§ **Exercise**: In the copy, include every entry exactly but none of the pictures.

§ **Provided data**:
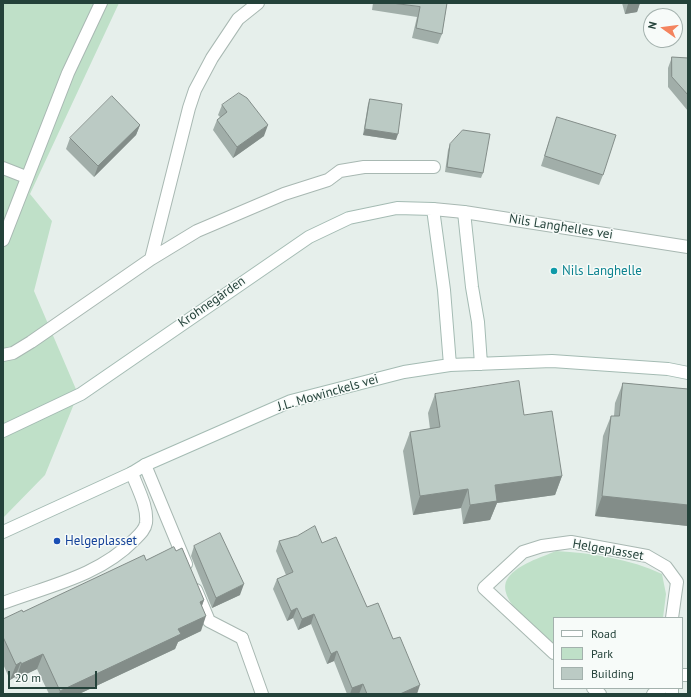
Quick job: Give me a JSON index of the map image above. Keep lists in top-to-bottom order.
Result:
{
  "streets": {
    "main road": [
      "Nils Langhelles vei",
      "Krohnegården",
      "J.L. Mowinckels vei",
      "Helgeplasset"
    ]
  },
  "crossings": [
    ["Nils Langhelles vei", "Krohnegården"]
  ],
  "places": ["Nils Langhelle", "Helgeplasset"],
  "legend": ["Road", "Park", "Building"],
  "scale_bar": "20 m",
  "north": "left"
}
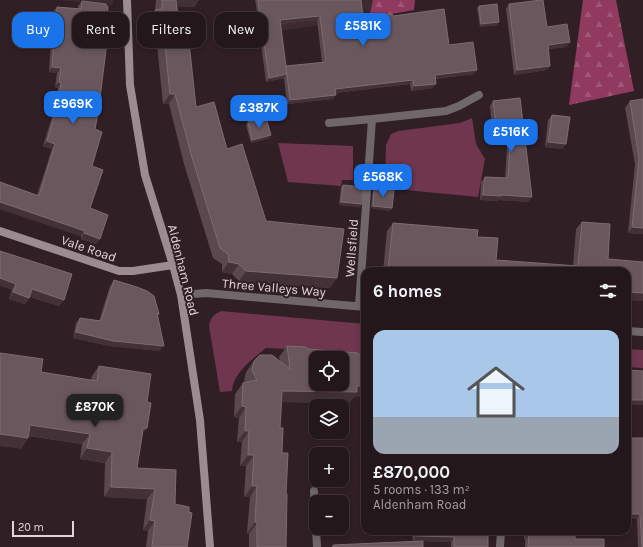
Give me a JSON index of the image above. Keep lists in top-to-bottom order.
{
  "streets": {
    "main road": ["Vale Road", "Aldenham Road"],
    "street": ["Wellsfield", "Three Valleys Way"]
  },
  "crossings": [
    ["Vale Road", "Aldenham Road"],
    ["Aldenham Road", "Three Valleys Way"]
  ],
  "scale_bar": "20 m",
  "page": {
    "chip": [
      "Buy",
      "Rent",
      "Filters",
      "New"
    ],
    "price": [
      "£581K",
      "£969K",
      "£387K",
      "£516K",
      "£568K",
      "£870K"
    ],
    "heading": "6 homes",
    "list": [
      {
        "name": "£870,000",
        "note": "5 rooms · 133 m² · Aldenham Road"
      }
    ],
    "map_buttons": ["+", "−"],
    "scale": "20 m"
  }
}
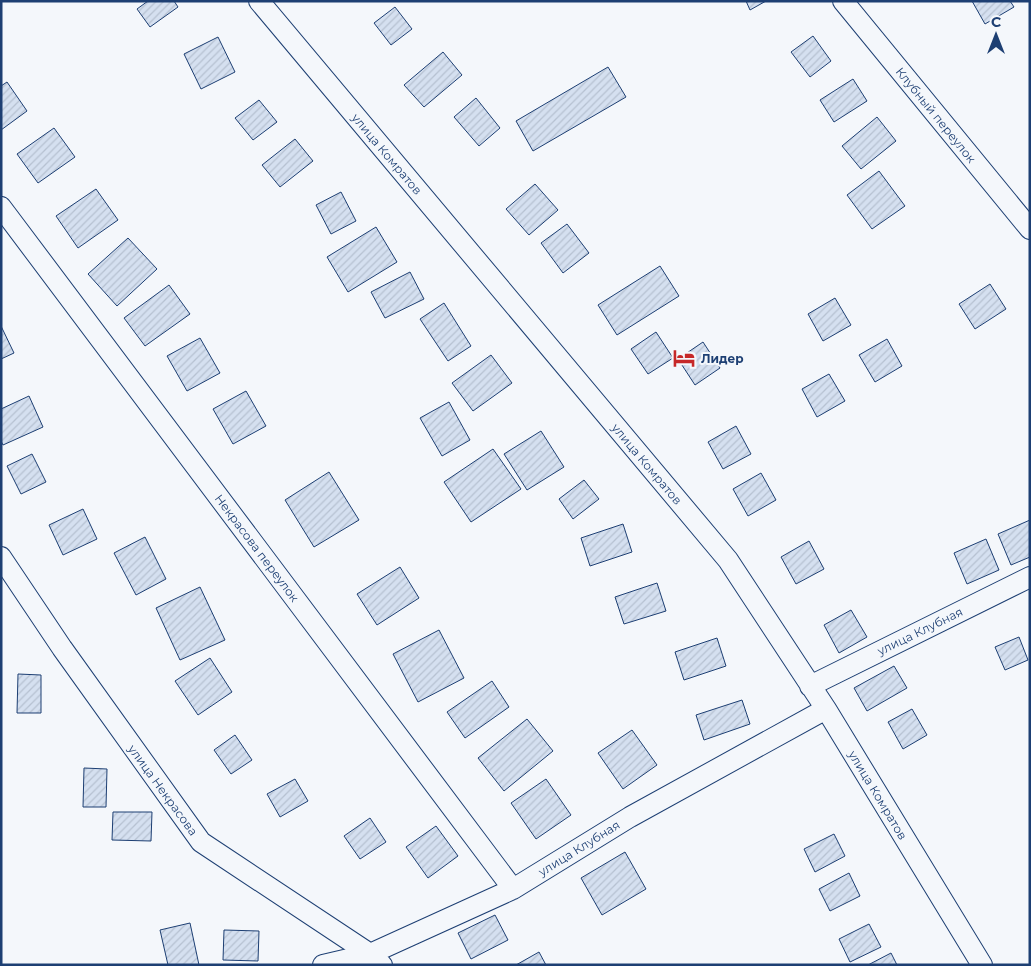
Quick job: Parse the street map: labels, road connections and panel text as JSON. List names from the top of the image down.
{
  "streets": {
    "street": [
      "Клубный переулок",
      "улица Комратов",
      "Некрасова переулок",
      "улица Клубная",
      "улица Некрасова"
    ]
  },
  "crossings": [
    ["улица Комратов", "улица Клубная"],
    ["Некрасова переулок", "улица Клубная"],
    ["улица Клубная", "улица Некрасова"]
  ],
  "places": {
    "hotel": ["Лидер"]
  },
  "north": "top"
}
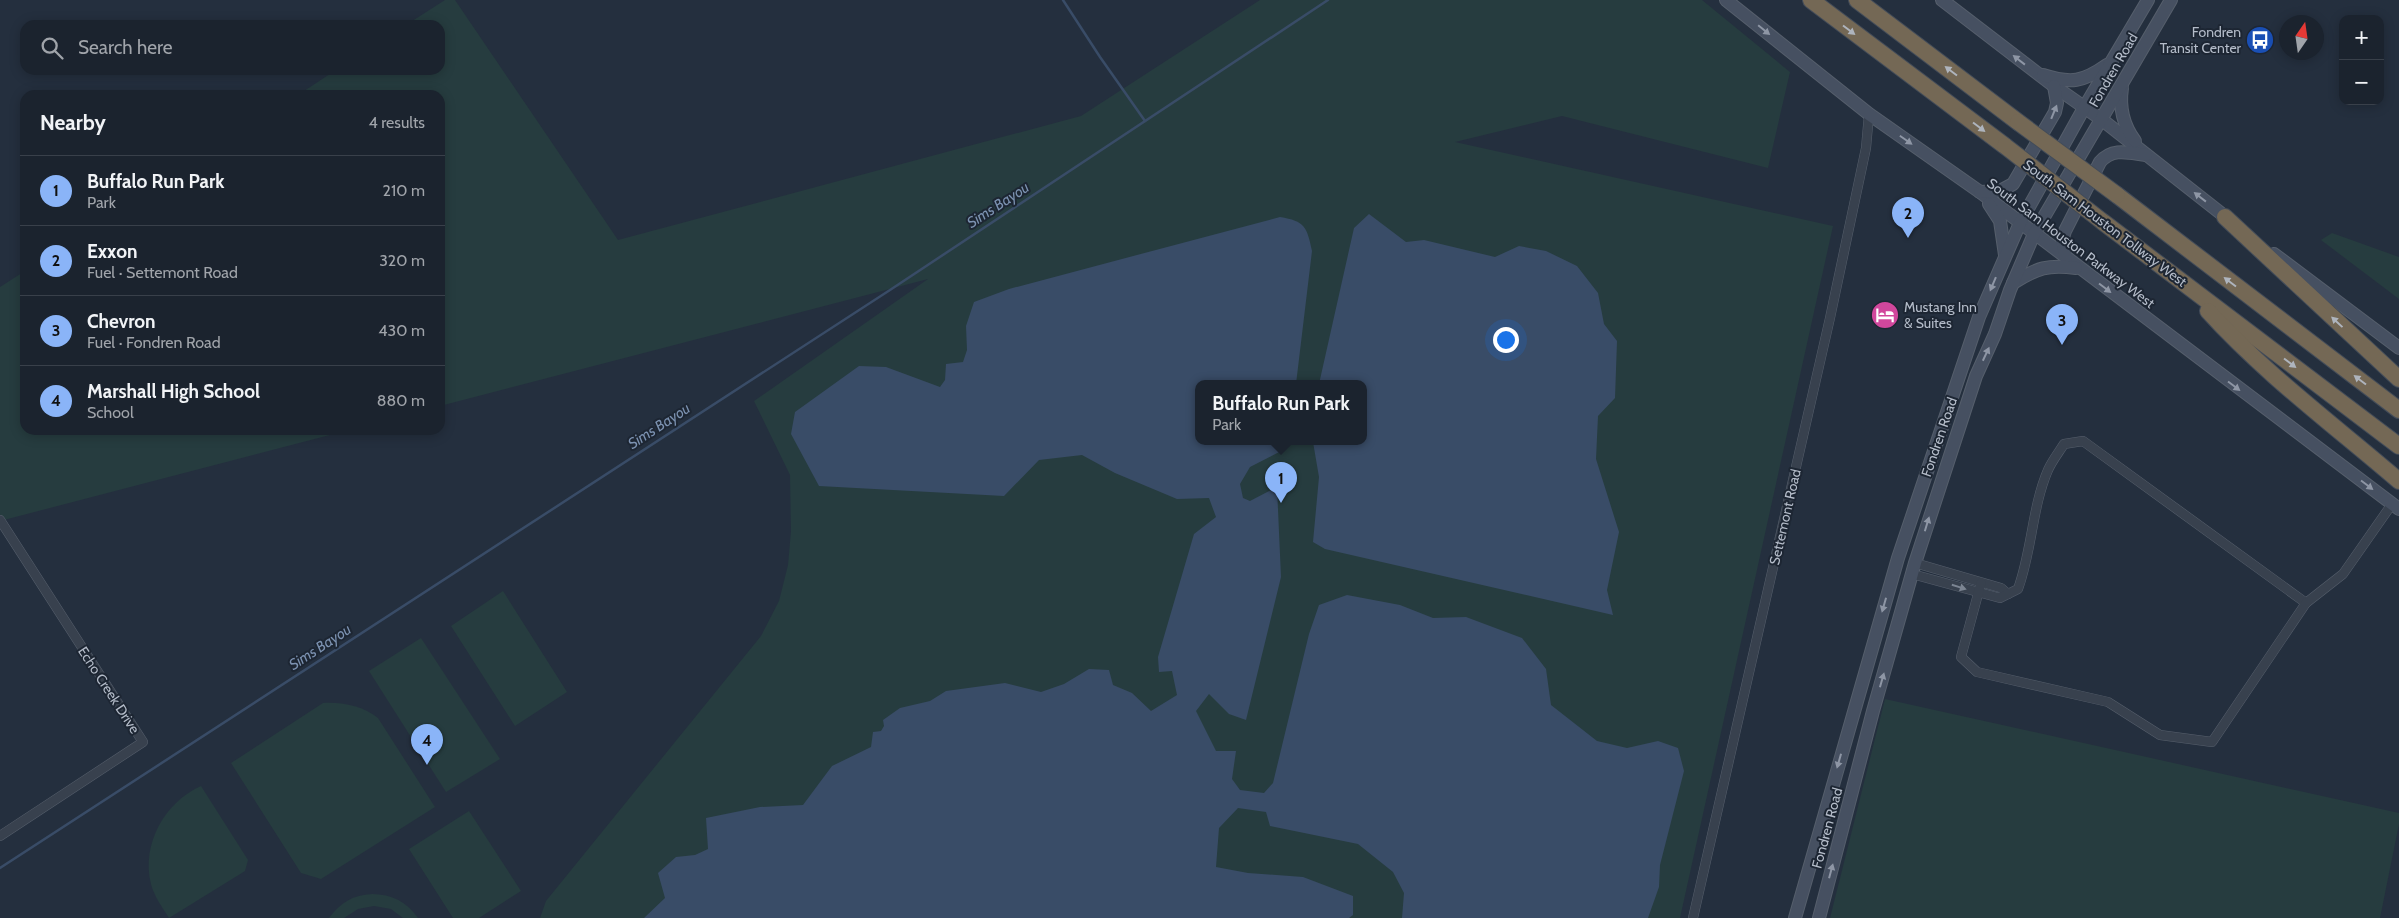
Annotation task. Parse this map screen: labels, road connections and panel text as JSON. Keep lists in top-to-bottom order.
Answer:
{
  "streets": {
    "highway": ["South Sam Houston Tollway West"],
    "main road": ["Fondren Road", "South Sam Houston Parkway West"],
    "street": ["Settemont Road", "Echo Creek Drive"]
  },
  "crossings": [
    ["Fondren Road", "South Sam Houston Parkway West"],
    ["South Sam Houston Parkway West", "Settemont Road"]
  ],
  "one_way": ["South Sam Houston Parkway West"],
  "water": ["Sims Bayou"],
  "places": {
    "bus stop": ["Fondren Transit Center"],
    "hotel": ["Mustang Inn & Suites"]
  },
  "north": "top",
  "page": {
    "map_buttons": ["+", "−"],
    "search": "Search here",
    "heading": ["Nearby", "4 results"],
    "list": [
      {
        "mark": "1",
        "name": "Buffalo Run Park",
        "note": "Park",
        "value": "210 m"
      },
      {
        "mark": "2",
        "name": "Exxon",
        "note": "Fuel · Settemont Road",
        "value": "320 m"
      },
      {
        "mark": "3",
        "name": "Chevron",
        "note": "Fuel · Fondren Road",
        "value": "430 m"
      },
      {
        "mark": "4",
        "name": "Marshall High School",
        "note": "School",
        "value": "880 m"
      }
    ],
    "pins": [
      "2",
      "3",
      "1",
      "4"
    ],
    "popup": ["Buffalo Run Park", "Park"]
  }
}
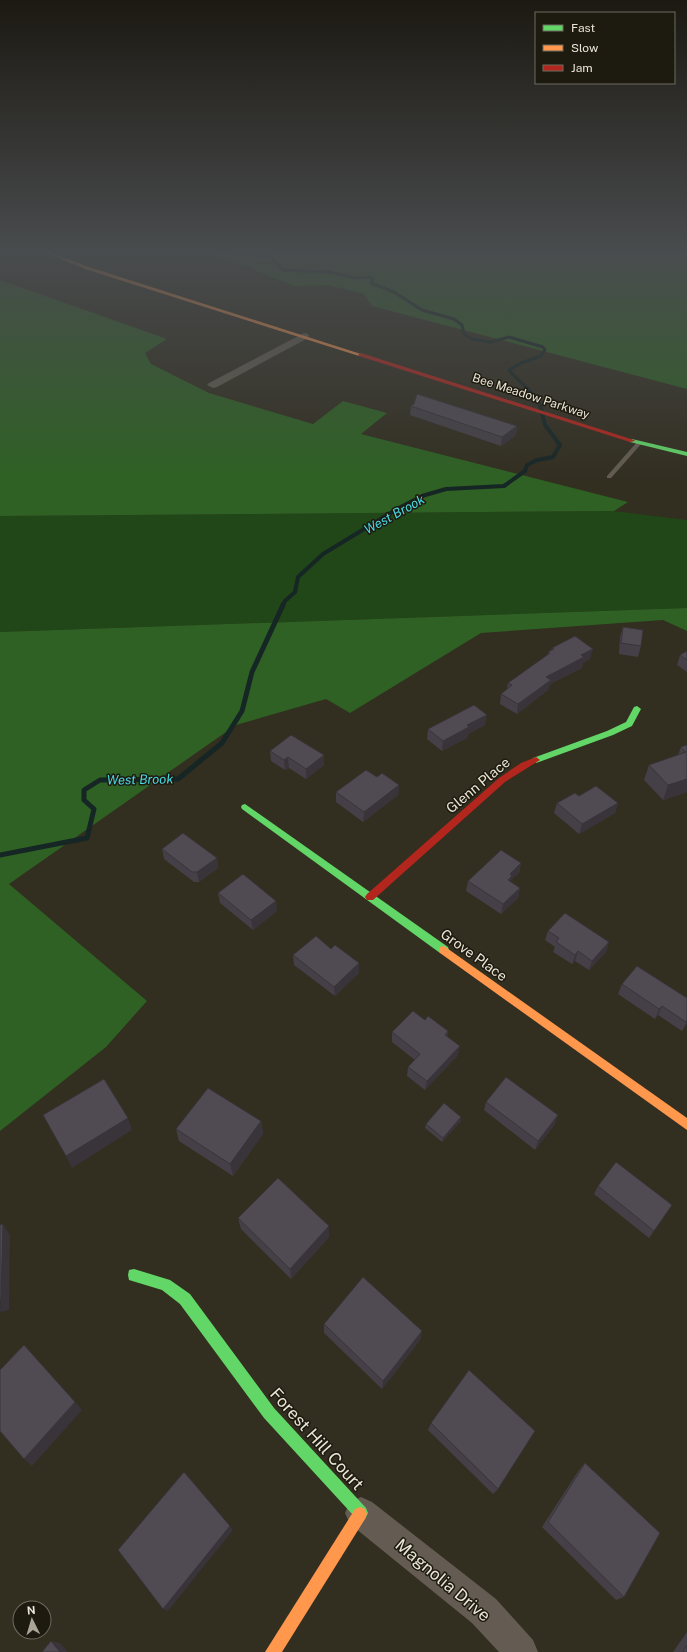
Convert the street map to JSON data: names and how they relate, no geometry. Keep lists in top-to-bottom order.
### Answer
{
  "streets": {
    "street": [
      "Bee Meadow Parkway",
      "Glenn Place",
      "Grove Place",
      "Forest Hill Court",
      "Magnolia Drive"
    ]
  },
  "crossings": [
    ["Glenn Place", "Grove Place"],
    ["Forest Hill Court", "Magnolia Drive"]
  ],
  "water": ["West Brook"],
  "legend": ["Fast", "Slow", "Jam"],
  "north": "top"
}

§ **Your solution**:
Quick job: Give me a JSON index of the map image above. Keep lists in top-to-bottom order.
Result:
{
  "streets": {
    "main road": [
      "Nils Langhelles vei",
      "Krohnegården",
      "J.L. Mowinckels vei",
      "Helgeplasset"
    ]
  },
  "crossings": [
    ["Nils Langhelles vei", "Krohnegården"]
  ],
  "places": ["Nils Langhelle", "Helgeplasset"],
  "legend": ["Road", "Park", "Building"],
  "scale_bar": "20 m",
  "north": "left"
}
Give me a JSON index of the image above. Keep lists in top-to-bottom order.
{
  "streets": {
    "main road": ["Vale Road", "Aldenham Road"],
    "street": ["Wellsfield", "Three Valleys Way"]
  },
  "crossings": [
    ["Vale Road", "Aldenham Road"],
    ["Aldenham Road", "Three Valleys Way"]
  ],
  "scale_bar": "20 m",
  "page": {
    "chip": [
      "Buy",
      "Rent",
      "Filters",
      "New"
    ],
    "price": [
      "£581K",
      "£969K",
      "£387K",
      "£516K",
      "£568K",
      "£870K"
    ],
    "heading": "6 homes",
    "list": [
      {
        "name": "£870,000",
        "note": "5 rooms · 133 m² · Aldenham Road"
      }
    ],
    "map_buttons": ["+", "−"],
    "scale": "20 m"
  }
}
Quick job: Parse the street map: labels, road connections and panel text as JSON. List names from the top of the image down.
{
  "streets": {
    "street": [
      "Клубный переулок",
      "улица Комратов",
      "Некрасова переулок",
      "улица Клубная",
      "улица Некрасова"
    ]
  },
  "crossings": [
    ["улица Комратов", "улица Клубная"],
    ["Некрасова переулок", "улица Клубная"],
    ["улица Клубная", "улица Некрасова"]
  ],
  "places": {
    "hotel": ["Лидер"]
  },
  "north": "top"
}
Annotation task. Parse this map screen: labels, road connections and panel text as JSON. Keep lists in top-to-bottom order.
Answer:
{
  "streets": {
    "highway": ["South Sam Houston Tollway West"],
    "main road": ["Fondren Road", "South Sam Houston Parkway West"],
    "street": ["Settemont Road", "Echo Creek Drive"]
  },
  "crossings": [
    ["Fondren Road", "South Sam Houston Parkway West"],
    ["South Sam Houston Parkway West", "Settemont Road"]
  ],
  "one_way": ["South Sam Houston Parkway West"],
  "water": ["Sims Bayou"],
  "places": {
    "bus stop": ["Fondren Transit Center"],
    "hotel": ["Mustang Inn & Suites"]
  },
  "north": "top",
  "page": {
    "map_buttons": ["+", "−"],
    "search": "Search here",
    "heading": ["Nearby", "4 results"],
    "list": [
      {
        "mark": "1",
        "name": "Buffalo Run Park",
        "note": "Park",
        "value": "210 m"
      },
      {
        "mark": "2",
        "name": "Exxon",
        "note": "Fuel · Settemont Road",
        "value": "320 m"
      },
      {
        "mark": "3",
        "name": "Chevron",
        "note": "Fuel · Fondren Road",
        "value": "430 m"
      },
      {
        "mark": "4",
        "name": "Marshall High School",
        "note": "School",
        "value": "880 m"
      }
    ],
    "pins": [
      "2",
      "3",
      "1",
      "4"
    ],
    "popup": ["Buffalo Run Park", "Park"]
  }
}
Convert the street map to JSON data: names and how they relate, no geometry. Keep lists in top-to-bottom order.
### Answer
{
  "streets": {
    "street": [
      "Bee Meadow Parkway",
      "Glenn Place",
      "Grove Place",
      "Forest Hill Court",
      "Magnolia Drive"
    ]
  },
  "crossings": [
    ["Glenn Place", "Grove Place"],
    ["Forest Hill Court", "Magnolia Drive"]
  ],
  "water": ["West Brook"],
  "legend": ["Fast", "Slow", "Jam"],
  "north": "top"
}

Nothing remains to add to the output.